I am 20 years old and I had an abortion. I have no regrets and will fight tooth and nail to make sure women ALWAYS have the right to choose. I had my procedure about a week ago. I am in an incredibly committed relationship with a wonderful, loving man who completely supported me and paid for the entire abortion. My insurance would not cover it so we ended up paying almost $400. In our 3-year relationship we always knew we would get married and have children. But we were both completely unprepared for this. I have been having problems with my period my whole life. I was put on birth control at 14 to help keep my periods regular and light. My boyfriend and I have a very active sex life and never use condoms. My mistake, I know, but the pill worked wonderfully for me and we never had any problems. About a year ago I decided to stop using the pill, and start on the Depo shot.
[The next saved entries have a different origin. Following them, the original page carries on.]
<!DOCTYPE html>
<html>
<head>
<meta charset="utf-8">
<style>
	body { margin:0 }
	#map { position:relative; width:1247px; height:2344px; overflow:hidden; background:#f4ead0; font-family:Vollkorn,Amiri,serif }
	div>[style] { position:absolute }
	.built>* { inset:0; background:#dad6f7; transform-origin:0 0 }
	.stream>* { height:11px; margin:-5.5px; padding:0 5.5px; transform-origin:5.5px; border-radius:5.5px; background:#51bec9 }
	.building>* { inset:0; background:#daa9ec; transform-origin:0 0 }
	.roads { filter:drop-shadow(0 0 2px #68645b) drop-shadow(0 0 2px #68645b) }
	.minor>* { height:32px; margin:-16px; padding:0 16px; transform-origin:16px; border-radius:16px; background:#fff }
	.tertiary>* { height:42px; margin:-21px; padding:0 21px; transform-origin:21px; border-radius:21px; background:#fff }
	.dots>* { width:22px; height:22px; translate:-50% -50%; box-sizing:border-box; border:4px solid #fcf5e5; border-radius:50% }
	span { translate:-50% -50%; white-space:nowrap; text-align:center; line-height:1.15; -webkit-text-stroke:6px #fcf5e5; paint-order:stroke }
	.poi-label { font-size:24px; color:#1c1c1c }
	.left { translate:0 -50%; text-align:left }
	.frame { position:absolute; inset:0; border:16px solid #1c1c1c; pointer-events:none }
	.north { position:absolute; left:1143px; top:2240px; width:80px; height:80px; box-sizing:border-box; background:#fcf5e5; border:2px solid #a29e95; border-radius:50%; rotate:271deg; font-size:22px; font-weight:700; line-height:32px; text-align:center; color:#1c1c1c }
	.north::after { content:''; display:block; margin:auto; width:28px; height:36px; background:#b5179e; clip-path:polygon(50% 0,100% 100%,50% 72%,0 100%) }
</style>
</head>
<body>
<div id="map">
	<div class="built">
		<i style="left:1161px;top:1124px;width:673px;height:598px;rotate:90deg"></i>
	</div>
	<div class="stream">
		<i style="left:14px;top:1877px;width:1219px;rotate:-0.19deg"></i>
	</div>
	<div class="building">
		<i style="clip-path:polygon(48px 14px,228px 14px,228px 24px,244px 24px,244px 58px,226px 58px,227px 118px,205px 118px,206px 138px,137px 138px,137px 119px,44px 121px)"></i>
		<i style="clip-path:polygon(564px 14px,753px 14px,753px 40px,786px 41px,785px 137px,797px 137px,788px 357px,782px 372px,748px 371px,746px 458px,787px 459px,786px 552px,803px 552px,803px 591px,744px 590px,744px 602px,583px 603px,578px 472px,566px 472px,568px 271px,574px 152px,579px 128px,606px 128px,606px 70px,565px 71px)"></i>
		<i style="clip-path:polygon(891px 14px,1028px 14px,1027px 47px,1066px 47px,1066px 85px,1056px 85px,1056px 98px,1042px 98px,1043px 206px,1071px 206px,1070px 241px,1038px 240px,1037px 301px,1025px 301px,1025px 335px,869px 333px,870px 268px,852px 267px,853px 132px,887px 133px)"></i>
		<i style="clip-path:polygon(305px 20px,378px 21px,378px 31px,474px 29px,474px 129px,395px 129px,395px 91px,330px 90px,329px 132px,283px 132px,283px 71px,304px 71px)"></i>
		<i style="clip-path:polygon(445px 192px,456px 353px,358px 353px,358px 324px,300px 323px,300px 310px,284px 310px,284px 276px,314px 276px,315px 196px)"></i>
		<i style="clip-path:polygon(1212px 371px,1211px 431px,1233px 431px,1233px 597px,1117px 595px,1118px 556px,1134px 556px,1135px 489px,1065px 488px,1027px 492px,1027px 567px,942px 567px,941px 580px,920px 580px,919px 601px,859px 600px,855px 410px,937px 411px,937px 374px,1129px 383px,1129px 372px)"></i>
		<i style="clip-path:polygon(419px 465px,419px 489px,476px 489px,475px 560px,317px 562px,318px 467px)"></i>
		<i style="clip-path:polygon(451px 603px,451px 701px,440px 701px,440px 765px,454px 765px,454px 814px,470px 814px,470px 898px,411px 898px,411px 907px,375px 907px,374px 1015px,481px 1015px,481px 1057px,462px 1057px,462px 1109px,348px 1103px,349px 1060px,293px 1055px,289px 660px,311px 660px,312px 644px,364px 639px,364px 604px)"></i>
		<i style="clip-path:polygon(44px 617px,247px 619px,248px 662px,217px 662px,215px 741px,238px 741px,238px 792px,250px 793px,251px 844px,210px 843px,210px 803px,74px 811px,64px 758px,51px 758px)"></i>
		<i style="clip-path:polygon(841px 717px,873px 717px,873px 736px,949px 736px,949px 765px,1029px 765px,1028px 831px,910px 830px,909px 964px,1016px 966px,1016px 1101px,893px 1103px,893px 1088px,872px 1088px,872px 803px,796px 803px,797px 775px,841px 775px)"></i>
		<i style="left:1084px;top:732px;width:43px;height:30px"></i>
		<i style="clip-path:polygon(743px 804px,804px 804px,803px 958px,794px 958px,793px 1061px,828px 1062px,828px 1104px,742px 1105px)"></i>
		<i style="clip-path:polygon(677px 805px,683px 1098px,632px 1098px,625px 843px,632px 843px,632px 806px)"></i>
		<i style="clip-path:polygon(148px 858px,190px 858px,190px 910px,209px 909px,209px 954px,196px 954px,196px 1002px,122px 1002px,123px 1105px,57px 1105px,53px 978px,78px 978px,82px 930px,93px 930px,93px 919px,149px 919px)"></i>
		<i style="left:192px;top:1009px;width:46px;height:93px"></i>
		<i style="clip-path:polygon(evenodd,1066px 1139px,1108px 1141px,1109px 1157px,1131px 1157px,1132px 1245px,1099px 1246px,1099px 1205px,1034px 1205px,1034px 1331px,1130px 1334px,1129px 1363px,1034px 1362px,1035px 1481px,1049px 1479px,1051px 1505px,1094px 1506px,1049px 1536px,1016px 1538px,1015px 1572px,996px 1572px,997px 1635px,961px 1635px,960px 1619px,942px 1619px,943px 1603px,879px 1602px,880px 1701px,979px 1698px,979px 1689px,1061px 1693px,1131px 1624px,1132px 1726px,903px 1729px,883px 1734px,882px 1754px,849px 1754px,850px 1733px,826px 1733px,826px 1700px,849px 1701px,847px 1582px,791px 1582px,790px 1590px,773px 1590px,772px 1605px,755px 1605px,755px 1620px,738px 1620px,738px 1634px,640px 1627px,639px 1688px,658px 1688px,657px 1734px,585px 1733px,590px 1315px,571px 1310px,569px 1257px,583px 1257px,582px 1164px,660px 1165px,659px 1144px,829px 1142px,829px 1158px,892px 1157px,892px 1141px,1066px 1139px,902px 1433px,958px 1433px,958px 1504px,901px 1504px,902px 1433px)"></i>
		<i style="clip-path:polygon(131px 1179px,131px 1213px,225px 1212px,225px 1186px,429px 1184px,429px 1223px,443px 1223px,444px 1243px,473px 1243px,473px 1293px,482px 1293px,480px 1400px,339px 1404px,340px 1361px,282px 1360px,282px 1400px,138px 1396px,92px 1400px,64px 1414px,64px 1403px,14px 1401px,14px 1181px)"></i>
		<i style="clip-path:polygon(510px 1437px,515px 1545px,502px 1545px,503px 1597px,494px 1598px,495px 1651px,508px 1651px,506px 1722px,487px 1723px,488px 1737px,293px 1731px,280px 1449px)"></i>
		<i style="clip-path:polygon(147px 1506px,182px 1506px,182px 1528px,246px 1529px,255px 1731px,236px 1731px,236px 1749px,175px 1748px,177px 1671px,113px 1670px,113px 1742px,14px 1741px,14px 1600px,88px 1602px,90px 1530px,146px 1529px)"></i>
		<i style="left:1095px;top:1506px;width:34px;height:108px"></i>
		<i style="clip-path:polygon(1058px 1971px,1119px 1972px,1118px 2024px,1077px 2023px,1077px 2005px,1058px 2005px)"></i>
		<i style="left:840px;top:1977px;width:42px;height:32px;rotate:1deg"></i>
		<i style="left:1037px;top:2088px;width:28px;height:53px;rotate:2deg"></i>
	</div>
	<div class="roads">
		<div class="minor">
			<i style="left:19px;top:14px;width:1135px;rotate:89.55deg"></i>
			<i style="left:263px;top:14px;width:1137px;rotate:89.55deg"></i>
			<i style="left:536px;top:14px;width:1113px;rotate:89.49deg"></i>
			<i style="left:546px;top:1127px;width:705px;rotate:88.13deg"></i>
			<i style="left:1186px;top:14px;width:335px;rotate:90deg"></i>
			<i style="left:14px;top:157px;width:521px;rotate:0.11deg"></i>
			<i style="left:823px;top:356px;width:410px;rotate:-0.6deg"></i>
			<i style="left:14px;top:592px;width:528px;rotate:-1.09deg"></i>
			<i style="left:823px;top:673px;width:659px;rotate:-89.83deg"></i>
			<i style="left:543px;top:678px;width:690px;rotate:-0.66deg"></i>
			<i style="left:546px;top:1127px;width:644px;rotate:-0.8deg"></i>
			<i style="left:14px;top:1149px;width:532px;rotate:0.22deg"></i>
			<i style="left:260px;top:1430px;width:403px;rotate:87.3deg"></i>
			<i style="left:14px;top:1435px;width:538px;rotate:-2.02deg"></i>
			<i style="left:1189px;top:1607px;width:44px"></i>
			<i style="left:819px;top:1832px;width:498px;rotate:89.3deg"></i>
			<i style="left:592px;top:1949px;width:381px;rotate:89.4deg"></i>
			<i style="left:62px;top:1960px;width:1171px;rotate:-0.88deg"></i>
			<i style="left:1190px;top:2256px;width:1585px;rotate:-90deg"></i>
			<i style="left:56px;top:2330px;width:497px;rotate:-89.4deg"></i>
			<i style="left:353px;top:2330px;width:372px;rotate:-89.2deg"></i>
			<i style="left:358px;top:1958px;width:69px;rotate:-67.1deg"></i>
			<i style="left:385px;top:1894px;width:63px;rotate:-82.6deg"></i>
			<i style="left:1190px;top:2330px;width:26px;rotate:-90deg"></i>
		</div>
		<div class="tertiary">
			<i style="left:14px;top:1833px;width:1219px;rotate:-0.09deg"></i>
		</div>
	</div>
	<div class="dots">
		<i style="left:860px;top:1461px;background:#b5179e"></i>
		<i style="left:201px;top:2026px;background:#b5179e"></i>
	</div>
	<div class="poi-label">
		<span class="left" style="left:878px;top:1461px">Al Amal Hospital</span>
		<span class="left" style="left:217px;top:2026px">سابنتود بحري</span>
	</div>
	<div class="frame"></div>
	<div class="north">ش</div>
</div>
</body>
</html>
The doctor told me that I would stop having my period, but I has highly unprepared for all menstruation to cease a mere month after my first shot.
After nine months of use, I stopped taking Depo and acted very irresponsibly. I continued having unprotected sex with my boyfriend. I know my body and have always been very health conscious. I have very small breasts! So when they started to swell to over twice their normal size, I knew I was pregnant. This is the one thing I can say that I miss! I made an appointment with my OBGYN and stated my concerns. Unluckily for me, I must have been in the week’s time where pregnancy symptoms are dormant. I was given an ultrasound, which came back negative, and even a blood-drawn pregnancy test, which also came back negative. Given my history with abnormal periods, they gave me a drug called Progesterone, which is supposed to induce menstruation to resume a normal cycle. After I took it for a week and it still wasn’t working I went back in. That’s when I found out.
I cried for a bit and called my boyfriend to tell him the news. I must say I was extremely lucky to have him, he supported me unconditionally and told me not to worry, that he would take care of everything. We didn’t even have to talk about our options, I knew from the beginning that an abortion was absolutely the only choice.
When I went in for my procedure, they gave me another ultrasound which concluded that I was about 10 weeks pregnant. I chose not to look at the pictures, but my boyfriend was very interested, so out of respect for him I kept them. The day of the abortion was 3 days after my ultrasound. I was very surprised at how fast everything went. A few years ago I had to go with one of my friends for her procedure, and it took all day. I found out that I was actually the first appointment of the day. I chose to be sedated for the operation because I just don’t do well with pain. Everyone at the clinic was extremely cheerful and took any feelings of anxiety away. The next thing I remember is waking up in the recovery room to a very nice nurse telling me that I had a very concerned young man out front. Apparently I had been knocked out for almost an hour due to my sedation, and was actually in a very good mood when I left the clinic. The doctor told me that might happen, which made me laugh. After hearing all the side effects of bleeding and such, I prepared myself for the worst. But nothing! Just normal bleeding, although the blood clots of the first day startled me a bit.
Everything has been fine so far, and I go in for my follow-up appointment July 7. In my opinion there is no other choice I could have made. I was responsible and did the right thing for my SELF. Although I was thinking of my boyfriend’s feelings too, I wouldn’t have changed my mind had he thought otherwise. I had such a positive experience from my abortion, I am actually thinking of volunteering there, to help other women. My life is far more important to me than anyone’s opinions, and I have an incredible support system with my boyfriend and family. I wake up feeling relieved every day that I had the choice to do this.